Ghosts of ideas leave no space for new ones. This essay was strangely difficult to write - I can explain it as playing a role in the self-criticism needed to be a useful activist, in unravelling what movements to pick and follow, or as an amateur philosophy student interested in the echoes of culture I see revolving around me, but truly, it comes from a bitter victimhood at my own inability to move on from the old, and produce the vanguard new - at the heavy weight of the spectres of failed futures and lost origins I feel we bear, weighing on my ability to absorb the present and transmute it into art. Reading this passage from Ghosts of My Life felt like a hand on my chest:
‘Despite all its rhetoric of novelty and innovation, neoliberal capitalism has gradually but systematically deprived artists of the resources necessary to produce the new. In the UK, the postwar welfare state and higher education maintenance grants constituted an indirect source of funding for most of the experiments in popular culture between the 1960s and the 80s. [...] Producing the new depends upon certain kinds of withdrawal — from, for instance, sociality as much as from pre-existing cultural forms — but the currently dominant form of socially networked cyberspace, with its endless opportunities for micro-contact and its deluge of YouTube links, has made withdrawal more difficult than ever before… in recent years, everyday life has sped up, but culture has slowed down.’
I am bitter, I am furious, at the work that has been taken from me, and the brighter spectres of past art cultures that haunt my movements. The internet, the great brain of future creation prevents the act of noumenal creation by eroding your neurons like alzheimers. The internet eats others in the womb. It’s an easy circumnavigation:
Proposition 1: Modern digital life, particularly the Web 2.0 net, prevents the formation of the new, of ones own art and happiness.
Proposition 2: Therefore in order to create art, I must reject the new, embrace the old, to find vanguard creation.
Proposition 3: In our forgetfulness as children of the internet age, the mud of the past seems like fertile ground for this new … from a distance.

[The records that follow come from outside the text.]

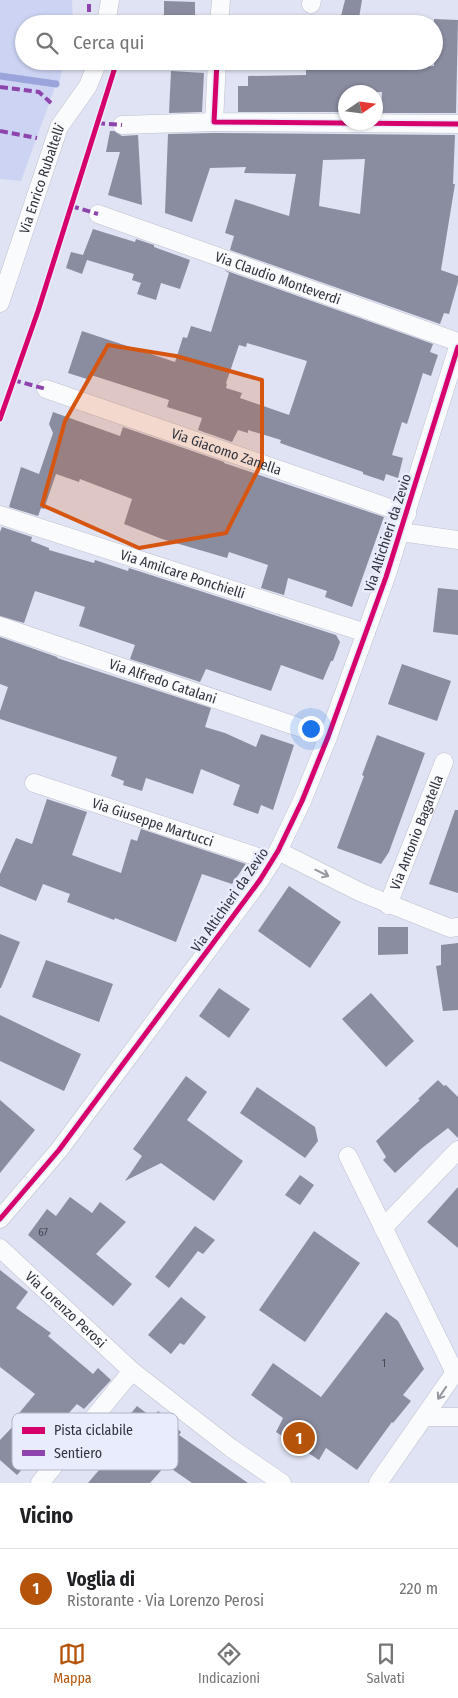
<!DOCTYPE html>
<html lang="it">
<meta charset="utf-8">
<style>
:root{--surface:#fff;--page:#f6f6f6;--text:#202124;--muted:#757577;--line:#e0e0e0;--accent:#b45309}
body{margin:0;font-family:"Fira Sans Condensed",sans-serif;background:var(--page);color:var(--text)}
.compass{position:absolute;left:338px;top:85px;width:45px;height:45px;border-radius:50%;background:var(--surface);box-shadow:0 1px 4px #0004;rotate:77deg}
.you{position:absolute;left:310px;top:728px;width:18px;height:18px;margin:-12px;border:4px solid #fff;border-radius:50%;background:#1a73e8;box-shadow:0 0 0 8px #1a73e833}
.badge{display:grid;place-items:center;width:32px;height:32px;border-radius:50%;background:var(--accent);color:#fff;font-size:16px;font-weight:700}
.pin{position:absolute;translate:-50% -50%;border:2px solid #fff;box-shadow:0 1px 5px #0006}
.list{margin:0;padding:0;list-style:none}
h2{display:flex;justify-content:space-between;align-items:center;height:65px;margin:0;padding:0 20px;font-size:21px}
h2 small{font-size:16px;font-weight:400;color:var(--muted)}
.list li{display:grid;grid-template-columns:32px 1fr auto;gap:15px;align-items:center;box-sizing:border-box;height:80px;padding:0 20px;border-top:1px solid var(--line)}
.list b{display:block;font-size:19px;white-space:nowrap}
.list p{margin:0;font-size:16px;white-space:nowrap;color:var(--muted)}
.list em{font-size:16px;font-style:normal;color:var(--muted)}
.icon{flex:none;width:28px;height:28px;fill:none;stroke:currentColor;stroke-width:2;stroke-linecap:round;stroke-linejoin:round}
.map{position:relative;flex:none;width:458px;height:1483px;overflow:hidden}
.search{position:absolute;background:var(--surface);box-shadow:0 1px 4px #0004;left:15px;right:15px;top:15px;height:55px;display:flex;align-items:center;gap:12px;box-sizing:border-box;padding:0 18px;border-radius:28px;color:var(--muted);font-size:19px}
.sheet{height:145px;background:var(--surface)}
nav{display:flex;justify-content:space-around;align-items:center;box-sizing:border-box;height:70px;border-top:1px solid var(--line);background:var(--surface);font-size:14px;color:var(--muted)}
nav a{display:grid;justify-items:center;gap:2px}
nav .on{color:var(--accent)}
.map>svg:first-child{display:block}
.green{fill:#ccd3f3}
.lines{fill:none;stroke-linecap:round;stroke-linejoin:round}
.stream{stroke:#9ba5db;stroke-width:7}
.building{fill:#8a8da0;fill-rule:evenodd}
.minor-casing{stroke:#bdc0cd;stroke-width:19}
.minor{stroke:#fafbfd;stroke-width:18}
.quiet{stroke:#8e44ad;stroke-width:4;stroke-dasharray:8 4;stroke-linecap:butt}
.cycleway-casing{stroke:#e8ecfd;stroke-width:8}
.cycleway{stroke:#d6006c;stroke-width:5}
.oneway{stroke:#96979e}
.marked{fill:#d65511;fill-opacity:0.2;stroke:#d65511;stroke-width:4;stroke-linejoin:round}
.labels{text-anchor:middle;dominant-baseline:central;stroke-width:5;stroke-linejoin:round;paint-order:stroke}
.number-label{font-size:11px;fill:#474a56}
.street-label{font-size:14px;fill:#31333e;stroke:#e8ecfd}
.key{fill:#e8ecfd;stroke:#b1b4c4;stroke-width:1}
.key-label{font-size:14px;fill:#31333e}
</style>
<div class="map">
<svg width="458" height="1483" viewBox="0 0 458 1483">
<rect width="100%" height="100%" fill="#e0e3f3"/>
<polygon class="green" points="0,0 72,0 73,24 24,24 24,61 64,61 58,87 55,87 21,181 0,179"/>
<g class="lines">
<polyline class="stream" points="0,76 56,84"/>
</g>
<g class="building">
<polygon points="345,0 362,0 358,24 339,24"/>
<polygon points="164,1 195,2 195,24 164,24"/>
<polygon points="434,19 458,20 456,113 381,113 382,92 346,92 346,112 238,112 238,86 248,86 248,76 306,75 306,70 383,70 383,68 434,66"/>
<polygon points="171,71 204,73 202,112 169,113"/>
<polygon points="110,131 114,131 122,136 138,135 142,205 108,195 120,152 106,152"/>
<path d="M214,133L455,135L453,184H455L441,270L458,276V282L449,314L444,313L440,324L230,250L234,236L225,233L235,199L289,216L296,174L244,173L246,167L210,168L192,222L165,213L168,134ZM365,159L360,214L319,206L323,160Z"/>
<polygon points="93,229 135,242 136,239 154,245 154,247 190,260 180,289 161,283 156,300 137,294 141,283 132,280 134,274 87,260 82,274 66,268 71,252 83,255"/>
<path d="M224,270L433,344L430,352L438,355L431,376L423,373L407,424L402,422L392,455L403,458L398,478L386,474L384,481L363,474V472L280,443L281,440L248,430V433L238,430L232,442L198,430L202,418L167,407L169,400L91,375L90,380L68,373L82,331L175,362L183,337L187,338L191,326L211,332L229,273ZM247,343L307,361L289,415L240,398L242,393L226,388L227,384L226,383L239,345L246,347Z"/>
<polygon points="53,412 120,436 123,427 224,462 224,463 384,517 352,607 325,597 327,591 288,578 284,595 261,588 268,565 229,552 227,558 162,539 124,524 132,499 80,479 79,482 56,474 44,509 41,508 38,516 9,507 21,467 39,474 53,433 49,424"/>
<polygon points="2,527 32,537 31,541 49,548 49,550 94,563 95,560 128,571 129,568 336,635 340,642 333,661 331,661 323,680 281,665 271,691 206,669 200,682 130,659 135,645 79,626 85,607 35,591 24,623 0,616 0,532"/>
<polygon points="438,588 458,590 458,635 433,632"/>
<polygon points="0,637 57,657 57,658 211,708 205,727 225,733 256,747 261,734 294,745 273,810 261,805 258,814 233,805 240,785 201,769 193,794 146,778 142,791 123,785 124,781 111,776 117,757 0,719 0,711 8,687 0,684"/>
<polygon points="402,664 451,681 437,721 388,704"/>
<polygon points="377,735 425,753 389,852 381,864 337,848 364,776 362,775"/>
<polygon points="47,799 87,812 72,855 121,873 131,839 137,841 141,829 246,864 232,884 202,874 176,942 115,918 114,920 67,902 70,894 43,884 36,901 0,886 0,874 16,838 32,844"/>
<polygon points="455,810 458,810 458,893 429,884"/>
<polygon points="289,886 341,922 310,968 258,931"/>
<polygon points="378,927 408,927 408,954 378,955"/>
<polygon points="0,934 20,942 1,988 0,988"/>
<polygon points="458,943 458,1010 443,1011 436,966 441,965 441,945"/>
<polygon points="46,960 113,984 99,1022 32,997"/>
<polygon points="219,988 250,1009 229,1038 199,1016"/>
<polygon points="371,993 414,1041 386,1067 342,1019"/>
<polygon points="0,1015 81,1054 64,1091 0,1061"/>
<polygon points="186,1076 207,1092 187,1120 243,1161 214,1201 161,1163 125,1181 142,1156 133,1149"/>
<polygon points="438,1080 444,1086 446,1085 458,1097 458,1138 448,1128 422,1148 395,1173 383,1160 386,1157 376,1141 420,1100 418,1099"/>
<polygon points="257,1087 315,1127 318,1141 305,1158 240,1113"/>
<polygon points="0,1100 35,1130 0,1173"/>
<polygon points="300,1175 314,1185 300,1205 285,1195"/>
<polygon points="458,1187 458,1248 427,1222"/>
<polygon points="70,1197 92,1213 100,1202 126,1222 96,1254 132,1284 113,1306 28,1235 47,1209 56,1216"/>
<polygon points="195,1226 215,1240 203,1254 198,1251 169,1288 155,1277"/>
<polygon points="314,1231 360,1263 305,1342 259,1310"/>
<polygon points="0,1270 28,1292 16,1308 51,1333 48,1336 93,1374 98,1368 111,1380 84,1409 77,1404 56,1427 58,1429 17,1475 0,1460 0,1440 18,1421 15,1418 35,1394 0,1367"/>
<polygon points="181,1297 206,1317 184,1345 180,1343 171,1354 148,1335"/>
<polygon points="386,1312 398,1321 424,1369 403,1395 411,1401 393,1423 392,1422 357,1470 326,1448 319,1460 276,1432 283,1418 251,1395 273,1363 321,1397"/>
<polygon points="137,1406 153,1418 158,1411 181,1432 179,1435 248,1483 192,1483 166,1465 150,1483 88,1483 127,1437 118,1429"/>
</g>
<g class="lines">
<defs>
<g id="minor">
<polyline points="311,4 312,0"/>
<polyline points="106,24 110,0"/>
<polyline points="219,24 221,0"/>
<polyline points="217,61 214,122 458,124"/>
<polyline points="122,125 214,122"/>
<path id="s1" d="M98,214L458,342"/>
<path id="s2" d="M0,303L59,127L88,86L98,61"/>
<path id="s3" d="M46,389L407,514"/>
<path id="s4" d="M0,515L366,633"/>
<polyline points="401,532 458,540"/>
<path id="s5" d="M0,626L328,737"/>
<path id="s6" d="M34,783L261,858L271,863"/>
<polyline points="278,851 362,893 450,928 458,927"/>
<path id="s7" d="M388,905L444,762"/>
<polyline points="348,1156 455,1373"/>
<polyline points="0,1219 59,1150 260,880 278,851 302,801 328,737 386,577 458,347"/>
<polyline points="383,1228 458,1150"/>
<path id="s8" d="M0,1248L132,1371L231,1448L282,1483"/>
<polyline points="425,1417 458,1417"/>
<polyline points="40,1483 132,1371"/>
<polyline points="378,1483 458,1368"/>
</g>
</defs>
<use href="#minor" class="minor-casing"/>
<use href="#minor" class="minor"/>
<g class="quiet">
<polyline points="89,24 89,0"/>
<polyline points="0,87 39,92 51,103"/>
<polyline points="97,123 122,125"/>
<polyline points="0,131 37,138"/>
<polyline points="71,206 98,214"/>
<polyline points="13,380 46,389"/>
</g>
<defs>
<g id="cycleway">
<polyline points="217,61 214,122 458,124"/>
<polyline points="0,419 38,311 117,61"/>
<polyline points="0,1219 59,1150 260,880 278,851 302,801 328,737 386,577 458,347"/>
</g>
</defs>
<use href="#cycleway" class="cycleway-casing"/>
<use href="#cycleway" class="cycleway"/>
</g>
<defs><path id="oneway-shaft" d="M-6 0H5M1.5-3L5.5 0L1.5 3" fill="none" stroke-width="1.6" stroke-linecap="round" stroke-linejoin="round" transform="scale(1.25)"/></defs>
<g class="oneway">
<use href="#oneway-shaft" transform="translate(322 873) rotate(26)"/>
<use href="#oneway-shaft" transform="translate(442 1393) rotate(124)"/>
</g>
<path class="marked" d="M108,345L176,356L262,380V462L226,533L139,548L42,505L65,421Z"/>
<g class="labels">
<g class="number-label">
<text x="43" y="1232">67</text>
<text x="384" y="1363">1</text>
</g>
<g class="street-label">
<text stroke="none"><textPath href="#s2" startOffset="131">Via Enrico Rubaltelli</textPath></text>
<text stroke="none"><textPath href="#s1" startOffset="191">Via Claudio Monteverdi</textPath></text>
<text stroke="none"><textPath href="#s3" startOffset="191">Via Giacomo Zanella</textPath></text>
<text transform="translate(388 533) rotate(-72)">Via Altichieri da Zevio</text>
<text stroke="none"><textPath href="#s4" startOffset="192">Via Amilcare Ponchielli</textPath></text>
<text stroke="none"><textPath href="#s5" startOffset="172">Via Alfredo Catalani</textPath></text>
<text stroke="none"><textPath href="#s6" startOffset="125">Via Giuseppe Martucci</textPath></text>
<text stroke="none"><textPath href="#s7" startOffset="78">Via Antonio Bagatella</textPath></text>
<text transform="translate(230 900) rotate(-55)">Via Altichieri da Zevio</text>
<text stroke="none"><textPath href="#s8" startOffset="90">Via Lorenzo Perosi</textPath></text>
</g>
</g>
<rect x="12" y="1413" width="166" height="57" rx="8" class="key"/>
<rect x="22" y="1427" width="23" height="7" fill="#d6006c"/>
<rect x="22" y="1450" width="23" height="6" fill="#8e44ad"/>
<g class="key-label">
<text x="54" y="1435">Pista ciclabile</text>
<text x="54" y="1458">Sentiero</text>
</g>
</svg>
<svg class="compass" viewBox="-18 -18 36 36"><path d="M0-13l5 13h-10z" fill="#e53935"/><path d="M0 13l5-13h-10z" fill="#757577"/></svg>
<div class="you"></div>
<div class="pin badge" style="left:299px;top:1438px">1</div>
<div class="search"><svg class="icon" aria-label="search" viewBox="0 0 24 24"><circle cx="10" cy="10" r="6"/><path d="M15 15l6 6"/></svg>Cerca qui</div>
</div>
<section class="sheet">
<h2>Vicino<small></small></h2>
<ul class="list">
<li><span class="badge">1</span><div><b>Voglia di</b><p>Ristorante · Via Lorenzo Perosi</p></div><em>220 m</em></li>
</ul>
</section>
<nav>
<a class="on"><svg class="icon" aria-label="map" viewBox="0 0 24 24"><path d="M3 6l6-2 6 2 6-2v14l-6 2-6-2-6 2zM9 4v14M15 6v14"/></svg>Mappa</a>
<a><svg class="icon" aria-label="directions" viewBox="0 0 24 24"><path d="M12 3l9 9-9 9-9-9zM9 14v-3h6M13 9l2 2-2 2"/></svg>Indicazioni</a>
<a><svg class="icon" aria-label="saved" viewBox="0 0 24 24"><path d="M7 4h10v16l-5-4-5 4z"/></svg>Salvati</a>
</nav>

I hope I’ve done some justice in explaining why this path can’t be followed. And anyway, the pivot swings, and I hope once capitalism absorbs, commercialises and spits out this underground current of neo-pagan necroromantics we can critically examine what modes within aborted future we feel we lack, and summon the hedge-witches to help bring all that into the future with us. Only forward. All of this leads me to a clear conclusion that folk revivalism far from a harmless matrix through which to navigate the present. It is not useful, because it does not truly soothe the ache of alienated existence in modern Britain. But it is useful. Because it sustains the void, and the void is lack, and lack is desire, and desire is hunger for a future with more, and desire by it’s nature can’t be satiated until we get what we want - anything that helps us stay this hungry is welcome.